WMBS filed an application with the Federal Communications Commission in August 2016 for an FM translator on 101.1 MHz The application was granted on August 28, 2016, and WMBS put translator W266DB on the air in April 2017.

== WMBS Today ==

WMBS is an affiliate of Westwood One/Dial Global "Adult Standards" nostalgia format, and has been an affiliate of the CBS radio news network for virtually its entire existence. WMBS is the only station in the Pittsburgh Radio Market to carry the CBS World News roundup which celebrated its 70th anniversary on the air in 2008. WMBS celebrated its 75th anniversary on the air in 2012 with a community cookout and tour of its studios.

WMBS is also the Fayette County exclusive radio outlet for the live play-by-play game broadcasts of Pittsburgh Penguins hockey, Pittsburgh Pirates baseball, Pittsburgh Panthers basketball and football, and Pittsburgh Steelers football. WMBS also airs Uniontown high school football and basketball, Laurel Highlands high school baseball, NCAA basketball and football, and The NFL on Westwood One.
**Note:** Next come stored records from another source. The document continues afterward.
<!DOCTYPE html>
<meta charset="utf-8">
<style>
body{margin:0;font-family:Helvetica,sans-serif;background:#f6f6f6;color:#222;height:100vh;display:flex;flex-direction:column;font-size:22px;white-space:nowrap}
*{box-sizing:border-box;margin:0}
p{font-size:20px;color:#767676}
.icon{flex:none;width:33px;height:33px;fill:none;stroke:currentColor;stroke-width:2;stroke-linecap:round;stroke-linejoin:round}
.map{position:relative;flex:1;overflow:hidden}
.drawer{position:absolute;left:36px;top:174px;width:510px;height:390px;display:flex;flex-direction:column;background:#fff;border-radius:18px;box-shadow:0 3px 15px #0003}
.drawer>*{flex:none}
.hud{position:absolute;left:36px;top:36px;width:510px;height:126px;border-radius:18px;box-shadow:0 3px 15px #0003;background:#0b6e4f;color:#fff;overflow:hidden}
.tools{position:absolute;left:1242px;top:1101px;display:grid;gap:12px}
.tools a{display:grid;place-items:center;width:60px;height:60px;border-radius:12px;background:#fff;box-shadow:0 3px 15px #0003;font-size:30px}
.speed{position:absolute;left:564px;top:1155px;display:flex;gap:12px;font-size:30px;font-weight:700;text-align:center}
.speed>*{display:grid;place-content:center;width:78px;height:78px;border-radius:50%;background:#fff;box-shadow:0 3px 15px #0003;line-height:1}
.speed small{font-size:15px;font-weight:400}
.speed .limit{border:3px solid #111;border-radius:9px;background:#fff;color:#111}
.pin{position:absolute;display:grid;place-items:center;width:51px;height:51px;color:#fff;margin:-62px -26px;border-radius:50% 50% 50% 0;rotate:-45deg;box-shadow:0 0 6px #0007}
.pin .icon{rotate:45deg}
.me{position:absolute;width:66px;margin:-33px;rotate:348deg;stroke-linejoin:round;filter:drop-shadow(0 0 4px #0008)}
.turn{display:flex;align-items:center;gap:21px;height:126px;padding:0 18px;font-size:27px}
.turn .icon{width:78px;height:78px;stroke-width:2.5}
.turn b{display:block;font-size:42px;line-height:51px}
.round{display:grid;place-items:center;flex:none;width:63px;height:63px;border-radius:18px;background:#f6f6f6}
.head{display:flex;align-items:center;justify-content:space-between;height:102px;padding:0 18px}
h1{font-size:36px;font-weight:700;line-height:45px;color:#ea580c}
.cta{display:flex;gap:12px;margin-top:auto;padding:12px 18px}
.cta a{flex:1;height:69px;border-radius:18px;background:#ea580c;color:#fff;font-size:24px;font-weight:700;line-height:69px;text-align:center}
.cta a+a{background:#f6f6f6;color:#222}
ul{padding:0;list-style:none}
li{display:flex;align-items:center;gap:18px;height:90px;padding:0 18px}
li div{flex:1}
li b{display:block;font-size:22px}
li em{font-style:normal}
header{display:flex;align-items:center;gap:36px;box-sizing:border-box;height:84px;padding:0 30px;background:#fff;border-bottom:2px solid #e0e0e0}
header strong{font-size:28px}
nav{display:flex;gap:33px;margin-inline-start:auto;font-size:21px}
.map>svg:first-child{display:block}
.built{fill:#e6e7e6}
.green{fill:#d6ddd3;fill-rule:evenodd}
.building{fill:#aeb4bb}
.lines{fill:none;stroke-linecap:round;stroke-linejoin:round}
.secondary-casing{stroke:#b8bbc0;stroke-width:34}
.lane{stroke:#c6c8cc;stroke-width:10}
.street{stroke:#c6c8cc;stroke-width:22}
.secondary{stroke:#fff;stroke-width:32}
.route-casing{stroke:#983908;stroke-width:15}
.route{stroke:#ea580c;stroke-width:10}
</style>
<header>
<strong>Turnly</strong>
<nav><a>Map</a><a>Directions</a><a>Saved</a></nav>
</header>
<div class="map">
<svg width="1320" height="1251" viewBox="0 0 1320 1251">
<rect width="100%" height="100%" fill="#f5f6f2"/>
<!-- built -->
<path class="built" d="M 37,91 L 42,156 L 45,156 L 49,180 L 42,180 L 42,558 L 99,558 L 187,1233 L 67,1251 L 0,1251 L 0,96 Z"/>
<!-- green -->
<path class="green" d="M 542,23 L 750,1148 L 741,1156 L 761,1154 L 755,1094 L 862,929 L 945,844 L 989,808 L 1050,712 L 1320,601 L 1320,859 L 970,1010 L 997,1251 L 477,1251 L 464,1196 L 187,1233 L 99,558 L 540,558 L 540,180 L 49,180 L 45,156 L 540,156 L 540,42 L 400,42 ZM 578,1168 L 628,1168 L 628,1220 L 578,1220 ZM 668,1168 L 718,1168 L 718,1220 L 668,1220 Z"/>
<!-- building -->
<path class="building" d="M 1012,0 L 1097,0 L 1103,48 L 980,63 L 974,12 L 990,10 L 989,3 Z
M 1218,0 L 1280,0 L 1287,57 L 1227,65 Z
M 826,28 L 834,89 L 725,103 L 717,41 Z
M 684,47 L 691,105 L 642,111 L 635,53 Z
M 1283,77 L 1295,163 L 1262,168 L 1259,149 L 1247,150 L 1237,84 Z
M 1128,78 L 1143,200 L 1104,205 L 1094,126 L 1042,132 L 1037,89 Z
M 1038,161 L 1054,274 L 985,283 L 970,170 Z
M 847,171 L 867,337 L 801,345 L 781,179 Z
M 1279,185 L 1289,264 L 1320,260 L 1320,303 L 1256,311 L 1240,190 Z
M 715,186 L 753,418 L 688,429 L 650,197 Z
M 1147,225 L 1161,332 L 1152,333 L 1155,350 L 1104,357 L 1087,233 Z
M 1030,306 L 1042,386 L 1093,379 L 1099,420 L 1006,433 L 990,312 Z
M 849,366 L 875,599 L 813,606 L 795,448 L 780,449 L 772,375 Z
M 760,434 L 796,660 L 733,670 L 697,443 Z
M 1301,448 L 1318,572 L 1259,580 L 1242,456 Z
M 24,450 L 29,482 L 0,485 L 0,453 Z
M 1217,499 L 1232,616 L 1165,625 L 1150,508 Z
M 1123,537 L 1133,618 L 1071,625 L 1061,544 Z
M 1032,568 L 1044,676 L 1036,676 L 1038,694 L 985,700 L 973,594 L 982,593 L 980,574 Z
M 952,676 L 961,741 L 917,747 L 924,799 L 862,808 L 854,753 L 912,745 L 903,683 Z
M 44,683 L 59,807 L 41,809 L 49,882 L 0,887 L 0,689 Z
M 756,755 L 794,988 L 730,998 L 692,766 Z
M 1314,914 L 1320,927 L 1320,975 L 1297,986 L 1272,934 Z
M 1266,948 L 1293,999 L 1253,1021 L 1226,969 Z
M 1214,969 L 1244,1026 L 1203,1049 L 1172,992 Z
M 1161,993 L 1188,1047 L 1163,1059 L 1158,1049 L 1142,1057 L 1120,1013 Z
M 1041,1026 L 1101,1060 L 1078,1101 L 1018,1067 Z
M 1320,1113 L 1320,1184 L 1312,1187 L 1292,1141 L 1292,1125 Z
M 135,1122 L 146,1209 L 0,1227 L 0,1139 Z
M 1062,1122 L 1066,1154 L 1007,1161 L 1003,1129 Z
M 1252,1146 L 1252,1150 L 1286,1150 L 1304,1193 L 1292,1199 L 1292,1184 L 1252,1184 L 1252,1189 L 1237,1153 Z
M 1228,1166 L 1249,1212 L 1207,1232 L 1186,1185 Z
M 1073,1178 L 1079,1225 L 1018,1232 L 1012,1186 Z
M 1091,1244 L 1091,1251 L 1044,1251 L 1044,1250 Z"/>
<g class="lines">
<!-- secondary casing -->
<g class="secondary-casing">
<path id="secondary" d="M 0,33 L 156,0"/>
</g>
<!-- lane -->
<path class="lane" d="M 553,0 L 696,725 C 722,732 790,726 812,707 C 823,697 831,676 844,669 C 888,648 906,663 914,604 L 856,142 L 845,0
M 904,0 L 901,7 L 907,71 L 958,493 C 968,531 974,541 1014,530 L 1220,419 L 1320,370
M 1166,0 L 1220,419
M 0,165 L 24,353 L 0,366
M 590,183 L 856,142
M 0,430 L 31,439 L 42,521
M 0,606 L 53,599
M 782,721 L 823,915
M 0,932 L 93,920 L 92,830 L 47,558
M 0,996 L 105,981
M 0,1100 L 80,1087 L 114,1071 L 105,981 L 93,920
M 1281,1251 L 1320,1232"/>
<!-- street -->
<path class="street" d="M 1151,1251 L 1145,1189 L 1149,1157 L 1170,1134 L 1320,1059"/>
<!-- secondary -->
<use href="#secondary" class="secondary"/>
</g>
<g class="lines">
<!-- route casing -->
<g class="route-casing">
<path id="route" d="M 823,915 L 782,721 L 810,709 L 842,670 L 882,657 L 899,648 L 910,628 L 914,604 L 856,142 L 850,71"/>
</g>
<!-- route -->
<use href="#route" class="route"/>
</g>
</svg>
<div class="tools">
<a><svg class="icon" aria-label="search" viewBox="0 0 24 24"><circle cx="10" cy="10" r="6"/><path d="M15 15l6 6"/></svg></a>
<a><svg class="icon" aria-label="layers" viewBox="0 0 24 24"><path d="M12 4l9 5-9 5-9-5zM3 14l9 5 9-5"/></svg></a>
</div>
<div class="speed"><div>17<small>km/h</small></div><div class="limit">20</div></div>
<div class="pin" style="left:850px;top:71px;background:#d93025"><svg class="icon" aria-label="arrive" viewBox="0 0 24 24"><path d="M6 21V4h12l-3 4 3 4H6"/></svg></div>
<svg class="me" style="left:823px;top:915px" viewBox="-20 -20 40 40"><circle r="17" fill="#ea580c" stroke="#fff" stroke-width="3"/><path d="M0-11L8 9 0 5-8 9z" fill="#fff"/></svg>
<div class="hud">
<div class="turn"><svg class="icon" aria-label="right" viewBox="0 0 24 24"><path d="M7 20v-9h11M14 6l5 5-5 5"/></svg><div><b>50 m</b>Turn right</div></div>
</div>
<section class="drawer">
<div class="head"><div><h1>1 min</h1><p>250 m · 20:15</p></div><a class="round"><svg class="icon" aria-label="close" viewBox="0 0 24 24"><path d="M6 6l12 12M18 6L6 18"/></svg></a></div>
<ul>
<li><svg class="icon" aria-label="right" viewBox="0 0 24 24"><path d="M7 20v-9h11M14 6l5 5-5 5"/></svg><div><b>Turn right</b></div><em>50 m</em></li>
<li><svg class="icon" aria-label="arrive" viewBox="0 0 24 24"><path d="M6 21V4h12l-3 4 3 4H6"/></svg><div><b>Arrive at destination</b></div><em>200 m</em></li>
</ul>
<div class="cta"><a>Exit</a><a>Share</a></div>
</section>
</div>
WMBS was awarded in 2010 The Most Outstanding Local Radio Newscast from a small market station by the Pennsylvania Association of Broadcasters.
WMBS would win the award again in 2011. Both newscasts were submitted by Mike Krcil.

WMBS won two additional PAB awards in 2012, Most Outstanding Radio Series, History of the Civil War in Fayette County and Most Outstanding Radio Commercial, Economy Furnace.

WMBS found itself a PAB winner again in 2013, For the 2nd year in a row winning Most Outstanding Radio Series, History of the Civil War in Fayette County and a Judges Merit Award for The Grace to You Radio Program with Pastor Roland Maust that airs Sunday Morning on WMBS. Maust won additional PAB awards for WMBS in 2014, 2015, 2016, 2017 and 2018.